Miguel Boyayan | Espaço M8 de Artes

O Espaço M8 de Artes apresenta a mostra fotográfica “A Própria Sombra”, do fotógrafo argentino Miguel Boyayan.
Com uma técnica totalmente experimental e inovadora, Miguel Boyayan reproduz uma espécie de câmara escura, como antigamente. Com apenas um furo na tampa da máquina e uma lente de aumento, ele faz fotos em longa exposição. O resultado é surpreendente: é como uma pintura em aquarela ou como ele costuma dizer “a lente dos sonhos”.
Na mostra “A Própria Sombra”, mais do que as fotos experimentais, Boyayan apresenta um pouco de tudo que carrega em si.
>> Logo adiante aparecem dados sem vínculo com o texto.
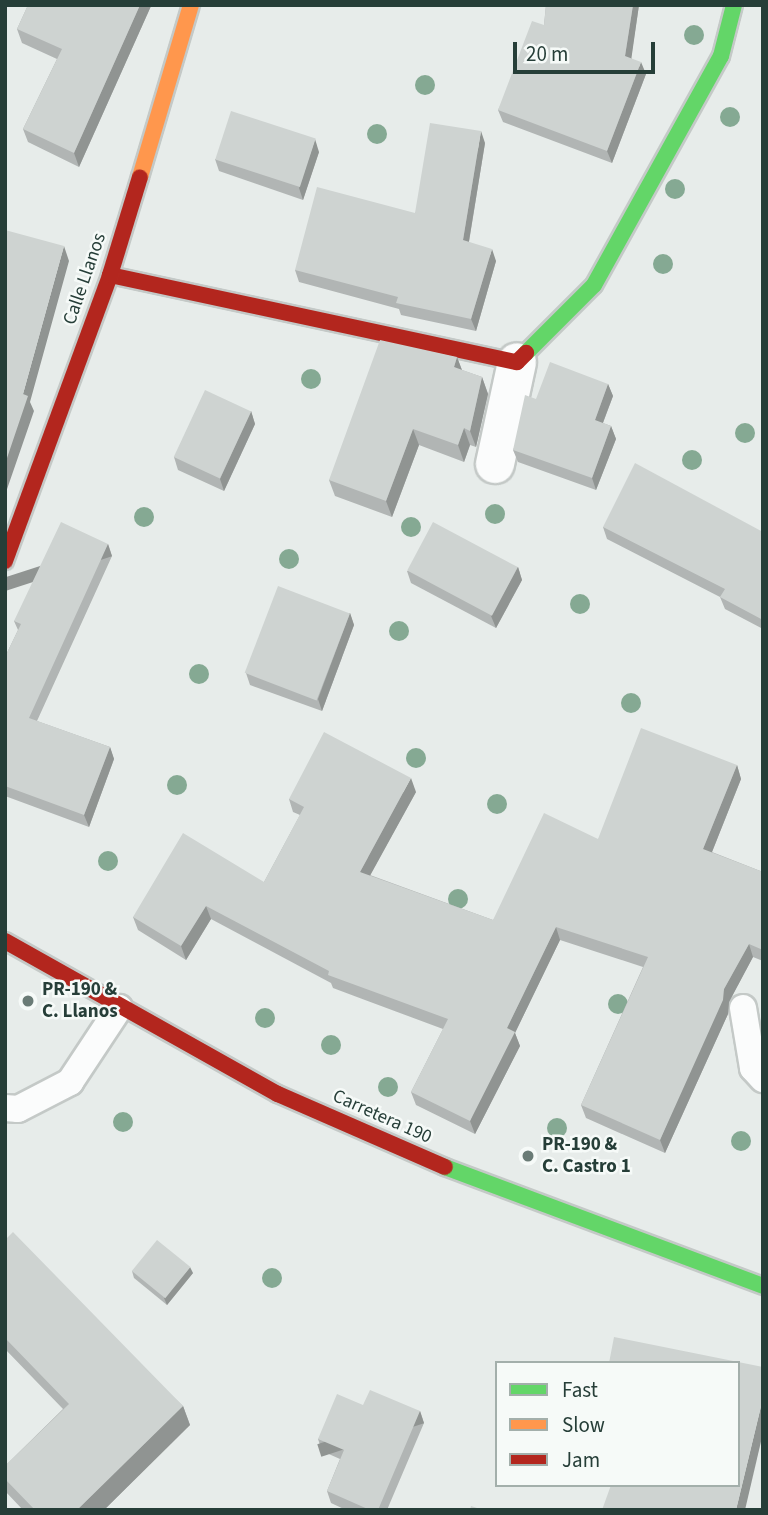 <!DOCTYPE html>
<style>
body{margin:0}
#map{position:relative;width:768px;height:1515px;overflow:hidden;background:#e7ecea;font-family:"Source Sans 3",sans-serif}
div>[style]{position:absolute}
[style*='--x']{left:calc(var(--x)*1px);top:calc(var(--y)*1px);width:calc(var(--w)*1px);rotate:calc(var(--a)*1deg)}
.roads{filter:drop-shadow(2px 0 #c4c9c7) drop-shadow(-2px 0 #c4c9c7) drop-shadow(0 2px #c4c9c7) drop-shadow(0 -2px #c4c9c7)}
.lane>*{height:26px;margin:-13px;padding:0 13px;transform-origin:13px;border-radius:13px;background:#fbfcfc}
.street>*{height:38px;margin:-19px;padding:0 19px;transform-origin:19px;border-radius:19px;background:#fbfcfc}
.fast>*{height:16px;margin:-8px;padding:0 8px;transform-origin:8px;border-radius:8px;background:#63d668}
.slow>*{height:16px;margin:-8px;padding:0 8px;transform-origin:8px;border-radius:8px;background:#ff974d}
.jam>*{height:16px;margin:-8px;padding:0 8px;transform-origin:8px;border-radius:8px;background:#b3261e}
.trees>*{width:20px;height:20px;margin:-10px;border-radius:50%;background:#85a993}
.wall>*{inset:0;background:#b1b5b4}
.shaded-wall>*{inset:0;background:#909492;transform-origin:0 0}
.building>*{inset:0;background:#ced3d1;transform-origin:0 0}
.dots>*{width:19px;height:19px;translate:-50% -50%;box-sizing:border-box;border:4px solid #f6faf8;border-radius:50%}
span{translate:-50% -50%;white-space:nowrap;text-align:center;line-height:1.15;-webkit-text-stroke:5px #f6faf8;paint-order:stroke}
.street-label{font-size:19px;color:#263e38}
.poi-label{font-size:19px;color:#263e38;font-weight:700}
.left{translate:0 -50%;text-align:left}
.frame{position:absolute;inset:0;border:7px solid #263e38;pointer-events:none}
.legend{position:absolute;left:495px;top:1361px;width:245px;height:126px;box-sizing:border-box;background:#f6faf8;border:2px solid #a3afab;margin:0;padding:9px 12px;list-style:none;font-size:21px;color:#263e38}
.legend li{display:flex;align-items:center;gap:14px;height:35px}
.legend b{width:35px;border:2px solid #a3afab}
.scale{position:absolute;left:513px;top:42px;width:142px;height:32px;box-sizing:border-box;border:4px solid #263e38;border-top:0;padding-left:9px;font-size:21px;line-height:24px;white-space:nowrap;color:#263e38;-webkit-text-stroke:5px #f6faf8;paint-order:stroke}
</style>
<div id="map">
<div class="roads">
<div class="lane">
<div style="--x:743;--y:1008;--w:61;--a:80.5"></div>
<div style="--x:753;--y:1068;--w:15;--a:48"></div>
<div style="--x:5;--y:1108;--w:13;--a:4"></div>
<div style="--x:18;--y:1109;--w:59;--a:-27.4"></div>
<div style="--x:70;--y:1082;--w:89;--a:-56.5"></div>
</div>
<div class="street">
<div style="--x:495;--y:464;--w:104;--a:-77.8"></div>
</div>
<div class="fast">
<div style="--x:526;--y:353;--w:96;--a:-45"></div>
<div style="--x:594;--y:285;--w:262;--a:-61"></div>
<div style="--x:721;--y:56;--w:53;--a:-75.7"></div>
<div style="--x:445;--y:1167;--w:340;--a:20.5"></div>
</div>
<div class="slow">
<div style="--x:140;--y:177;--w:179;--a:-73.5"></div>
</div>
<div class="jam">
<div style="--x:110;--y:275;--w:416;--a:12.1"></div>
<div style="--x:517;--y:362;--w:13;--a:-45"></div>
<div style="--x:5;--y:561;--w:305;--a:-69.8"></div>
<div style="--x:110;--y:275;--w:102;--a:-73"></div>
<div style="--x:5;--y:941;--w:313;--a:29.3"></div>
<div style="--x:278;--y:1094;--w:182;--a:23.6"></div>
</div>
</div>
<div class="trees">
<div style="left:694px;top:35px"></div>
<div style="left:425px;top:85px"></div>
<div style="left:730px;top:117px"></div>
<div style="left:377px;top:134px"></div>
<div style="left:675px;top:189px"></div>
<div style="left:663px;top:264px"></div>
<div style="left:311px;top:379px"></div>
<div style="left:745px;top:433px"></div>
<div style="left:692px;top:460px"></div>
<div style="left:495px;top:514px"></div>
<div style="left:144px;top:517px"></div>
<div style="left:411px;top:527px"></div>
<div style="left:289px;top:559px"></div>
<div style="left:580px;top:604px"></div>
<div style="left:399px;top:631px"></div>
<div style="left:199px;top:674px"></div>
<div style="left:631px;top:703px"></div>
<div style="left:416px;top:758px"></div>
<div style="left:177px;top:785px"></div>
<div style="left:497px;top:804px"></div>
<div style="left:108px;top:861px"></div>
<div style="left:458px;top:899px"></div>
<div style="left:618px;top:1004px"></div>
<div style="left:265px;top:1018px"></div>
<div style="left:331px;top:1045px"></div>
<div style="left:388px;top:1087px"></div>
<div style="left:123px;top:1122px"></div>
<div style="left:557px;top:1128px"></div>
<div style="left:741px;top:1141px"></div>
<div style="left:272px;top:1278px"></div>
</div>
<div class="wall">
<div style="clip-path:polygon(28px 5px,151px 5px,151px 6px,79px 167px,28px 142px,23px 129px,57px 59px,22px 43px,17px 29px)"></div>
<div style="clip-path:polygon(546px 5px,639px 5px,631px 58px,646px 74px,612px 163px,503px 122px,498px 110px,544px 25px)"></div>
<div style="clip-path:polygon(485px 143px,469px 242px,496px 261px,476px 331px,401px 315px,399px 309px,299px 282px,295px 270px,415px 213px)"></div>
<div style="clip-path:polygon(319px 152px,303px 200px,219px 171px,215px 159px)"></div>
<div style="clip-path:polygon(457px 357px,462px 370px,482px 377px,488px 394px,476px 447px,470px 445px,464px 462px,419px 445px,392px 517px,335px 496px,329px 480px)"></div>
<div style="clip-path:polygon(608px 384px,613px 396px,603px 423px,611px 426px,616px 439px,596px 490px,518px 462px,513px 450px,536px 399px)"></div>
<div style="clip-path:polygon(251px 411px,255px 424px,224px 491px,178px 470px,174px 457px)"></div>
<div style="clip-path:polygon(603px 527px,763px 532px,763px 629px,725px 609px,720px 597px,607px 539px)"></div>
<div style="clip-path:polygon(108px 544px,112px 556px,37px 721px,110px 747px,114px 759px,89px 827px,5px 796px,5px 657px,18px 630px,14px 621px)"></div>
<div style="clip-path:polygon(518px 567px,522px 580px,496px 628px,411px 583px,407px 571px)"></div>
<div style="clip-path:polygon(350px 613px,354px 625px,322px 711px,250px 685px,246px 673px)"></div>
<div style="clip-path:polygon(737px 765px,741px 779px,712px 852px,763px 872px,763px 961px,753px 957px,729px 1002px,728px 1014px,665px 1153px,586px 1118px,581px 1105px,643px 967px,560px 940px,515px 1033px,520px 1046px,475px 1134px,416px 1105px,411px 1092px,443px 1029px,333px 988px,331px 983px,211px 919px,186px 960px,138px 930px,133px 917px,264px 882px,300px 815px,293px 812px,289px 799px,416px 792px,370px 875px,493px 920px,598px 839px)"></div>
<div style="clip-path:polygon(5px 1240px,183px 1406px,190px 1425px,104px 1510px,23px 1510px,5px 1491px,5px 1466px,63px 1409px,5px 1349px)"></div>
<div style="clip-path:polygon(132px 1271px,193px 1273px,167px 1305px,134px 1278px)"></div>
<div style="clip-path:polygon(363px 1405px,420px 1411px,424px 1423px,387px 1510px,346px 1510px,331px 1503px,327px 1491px,340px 1459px,322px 1451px,318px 1439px)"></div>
</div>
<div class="shaded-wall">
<div style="clip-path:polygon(140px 5px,151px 5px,151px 6px,79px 167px,74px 153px)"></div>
<div style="clip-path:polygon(633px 5px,639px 5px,630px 68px,625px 56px)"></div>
<div style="clip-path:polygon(641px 62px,646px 74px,612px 163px,607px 151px)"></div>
<div style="clip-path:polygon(481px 131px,485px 143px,467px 253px,463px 240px)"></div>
<div style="clip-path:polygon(315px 139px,319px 152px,303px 200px,299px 188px)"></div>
<div style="clip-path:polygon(64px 246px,69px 261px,30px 402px,34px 411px,5px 495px,5px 464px,23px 394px)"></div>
<div style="clip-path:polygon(492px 249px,496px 261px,476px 331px,471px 319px)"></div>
<div style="clip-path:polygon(457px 357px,463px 373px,454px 367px)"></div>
<div style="clip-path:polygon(482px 377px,488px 394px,476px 447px,470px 431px)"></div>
<div style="clip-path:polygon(608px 384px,613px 396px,599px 433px,595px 420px)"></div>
<div style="clip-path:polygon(251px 411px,255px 424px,224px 491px,220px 479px)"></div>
<div style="clip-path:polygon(611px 426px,616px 439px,596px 490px,592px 478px)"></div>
<div style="clip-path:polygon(464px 428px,470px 445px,464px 462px,458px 445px)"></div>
<div style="clip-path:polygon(413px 429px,419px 445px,392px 517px,386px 501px)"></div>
<div style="left:108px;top:544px;width:13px;height:191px;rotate:72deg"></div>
<div style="clip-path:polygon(518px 567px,522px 580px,496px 628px,491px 616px)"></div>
<div style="clip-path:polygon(350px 613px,354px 625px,322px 711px,318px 699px)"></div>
<div style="clip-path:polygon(110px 747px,114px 759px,89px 827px,84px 815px)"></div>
<div style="clip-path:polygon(737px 765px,741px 779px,708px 862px,703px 849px)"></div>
<div style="clip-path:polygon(411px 778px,416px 792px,365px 885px,360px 872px)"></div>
<div style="clip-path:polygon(206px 906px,211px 919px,186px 960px,181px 946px)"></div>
<div style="clip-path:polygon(556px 927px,560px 940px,515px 1033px,520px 1046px,475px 1134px,470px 1121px,507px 1028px)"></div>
<div style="clip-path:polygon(749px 944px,753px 957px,729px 1002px,728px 1014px,665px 1153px,660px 1140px,724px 989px)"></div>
<div style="clip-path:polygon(190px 1267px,193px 1273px,167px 1305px,164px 1298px)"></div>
<div style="clip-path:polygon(763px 1398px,763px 1433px,745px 1510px,736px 1510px)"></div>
<div style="clip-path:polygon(183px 1406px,190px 1425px,104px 1510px,77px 1510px)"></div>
<div style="left:420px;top:1411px;width:13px;height:108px;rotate:72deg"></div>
</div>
<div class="building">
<div style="clip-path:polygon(28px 5px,140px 5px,74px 153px,23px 129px,62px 49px,17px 29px)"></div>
<div style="clip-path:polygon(546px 5px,633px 5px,625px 56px,641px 62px,607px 151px,498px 110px,532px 21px,544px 25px)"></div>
<div style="left:231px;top:111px;width:89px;height:51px;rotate:18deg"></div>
<div style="clip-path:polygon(430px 123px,481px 131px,463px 240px,492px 249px,471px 319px,396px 303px,398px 297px,295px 270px,317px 187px,415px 213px)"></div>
<div style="clip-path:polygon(5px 230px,64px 246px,23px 394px,28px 396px,5px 464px)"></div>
<div style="clip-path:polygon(380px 340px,457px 357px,454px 367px,482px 377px,470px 431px,464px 428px,458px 445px,413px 429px,386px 501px,329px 480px)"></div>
<div style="clip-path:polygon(550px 362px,608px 384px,595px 420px,611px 426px,592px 478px,513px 450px,525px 395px,536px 399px)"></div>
<div style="left:205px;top:390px;width:51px;height:74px;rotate:25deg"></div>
<div style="clip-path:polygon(635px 463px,763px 532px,763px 620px,720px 597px,725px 589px,603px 527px)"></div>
<div style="clip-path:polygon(61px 522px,108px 544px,29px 718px,110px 747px,84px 815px,5px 786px,5px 657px,21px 624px,14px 621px)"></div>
<div style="left:433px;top:522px;width:96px;height:55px;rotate:28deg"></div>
<div style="left:278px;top:586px;width:77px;height:93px;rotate:21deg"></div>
<div style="clip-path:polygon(641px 728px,737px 765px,703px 849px,763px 872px,763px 950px,749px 944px,724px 989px,723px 1000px,660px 1140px,581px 1105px,648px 957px,556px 927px,507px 1028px,515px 1032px,470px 1121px,411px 1092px,448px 1019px,328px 975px,329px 971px,206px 906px,181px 946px,133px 917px,183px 833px,264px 882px,304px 807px,289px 799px,324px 732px,411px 778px,360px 872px,493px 920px,544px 813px,598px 839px)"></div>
<div style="clip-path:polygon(13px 1232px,183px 1406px,77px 1510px,35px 1510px,5px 1479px,5px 1466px,69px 1404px,5px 1338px,5px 1240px)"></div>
<div style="left:157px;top:1240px;width:43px;height:40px;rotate:39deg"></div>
<div style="clip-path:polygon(614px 1337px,763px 1367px,763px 1398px,736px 1510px,602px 1510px,611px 1485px,738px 1485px,738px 1363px,609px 1363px)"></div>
<div style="clip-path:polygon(370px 1390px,420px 1411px,378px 1510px,370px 1510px,327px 1491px,344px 1450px,318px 1439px,337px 1394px,363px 1405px)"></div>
<div style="clip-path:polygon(471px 1506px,483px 1510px,470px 1510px)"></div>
</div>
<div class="dots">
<div style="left:28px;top:1001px;background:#6a7b76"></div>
<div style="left:528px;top:1156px;background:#6a7b76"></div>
</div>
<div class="street-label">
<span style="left:85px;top:279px;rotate:-71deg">Calle Llanos</span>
<span style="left:382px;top:1117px;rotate:24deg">Carretera 190</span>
</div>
<div class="poi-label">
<span class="left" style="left:42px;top:1001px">PR-190 &amp;<br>C. Llanos</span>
<span class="left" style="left:542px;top:1156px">PR-190 &amp;<br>C. Castro 1</span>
</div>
<div class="frame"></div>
<ul class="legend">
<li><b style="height:9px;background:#63d668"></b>Fast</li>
<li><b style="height:9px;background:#ff974d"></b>Slow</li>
<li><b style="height:9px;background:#b3261e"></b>Jam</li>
</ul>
<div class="scale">20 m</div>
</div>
E é o que nossa sombra simboliza, de certa forma. Diversos caminhos percorridos, diversas estradas, diversos experimentos. Toda a bagagem adquirida em mais de 30 anos de profissão.
O fotógrafo já trabalhou para alguns dos principais meios de comunicação do país, como as editoras Abril e Globo, as revistas Pesquisa Fapesp, Galileu Galilei, Caros Amigos, entre outras.
Argentino, da cidade de Córdoba, o fotógrafo vive desde 1983 em São Paulo. Um ano antes de desembarcar por aqui ele descobriu este hobby e encontrou sua vocação. “Ela (a vocação) surge da necessidade do momento. É aí que nós nos realizamos. É com sua vocação que se dribla a frustração. E sempre é possível você encontrar um gosto por alguma coisa, um novo caminho a ser percorrido”, explica ele.
A Lente dos Sonhos
“É uma série, uma volta. Uma espécie de reencontro. Porque hoje se valoriza muito os sensores das máquinas fotográficas. E o que faço é apenas utilizar o sensor da câmera e a luz do ambiente”, acrescenta o fotógrafo que explica o motivo que o levou a experimentar esta técnica inusitada.
Como fotógrafo ele, com seu olhar apurado, Miguel gosta de tudo que chama atenção.“Tudo que tem uma poesia por trás”, ele diz.
É o que acontece em sua casa. Na Serra da Cantareira, o chamado cinturão verde de São Paulo, ele faz contato direto com a natureza. Por lá realiza diversos registros de animais, frutas, belas paisagens…
Fotografar a vida, o inconsciente, aquilo que você vê apenas naquele instante, a fração de segundo, paixão, força, intuição constante da própria natureza. Por fim, somos aquilo que trazemos nas costas, a nossa bagagem de tempo infinito.”
Depois de diversas cidades da Alemanha, Estados Unidos, Canadá e Espanha, passando por Tóquio, Londres e Pequim, na China, Miguel volta à ativa para mostrar seu trabalho na mostra “A Própria Sombra”.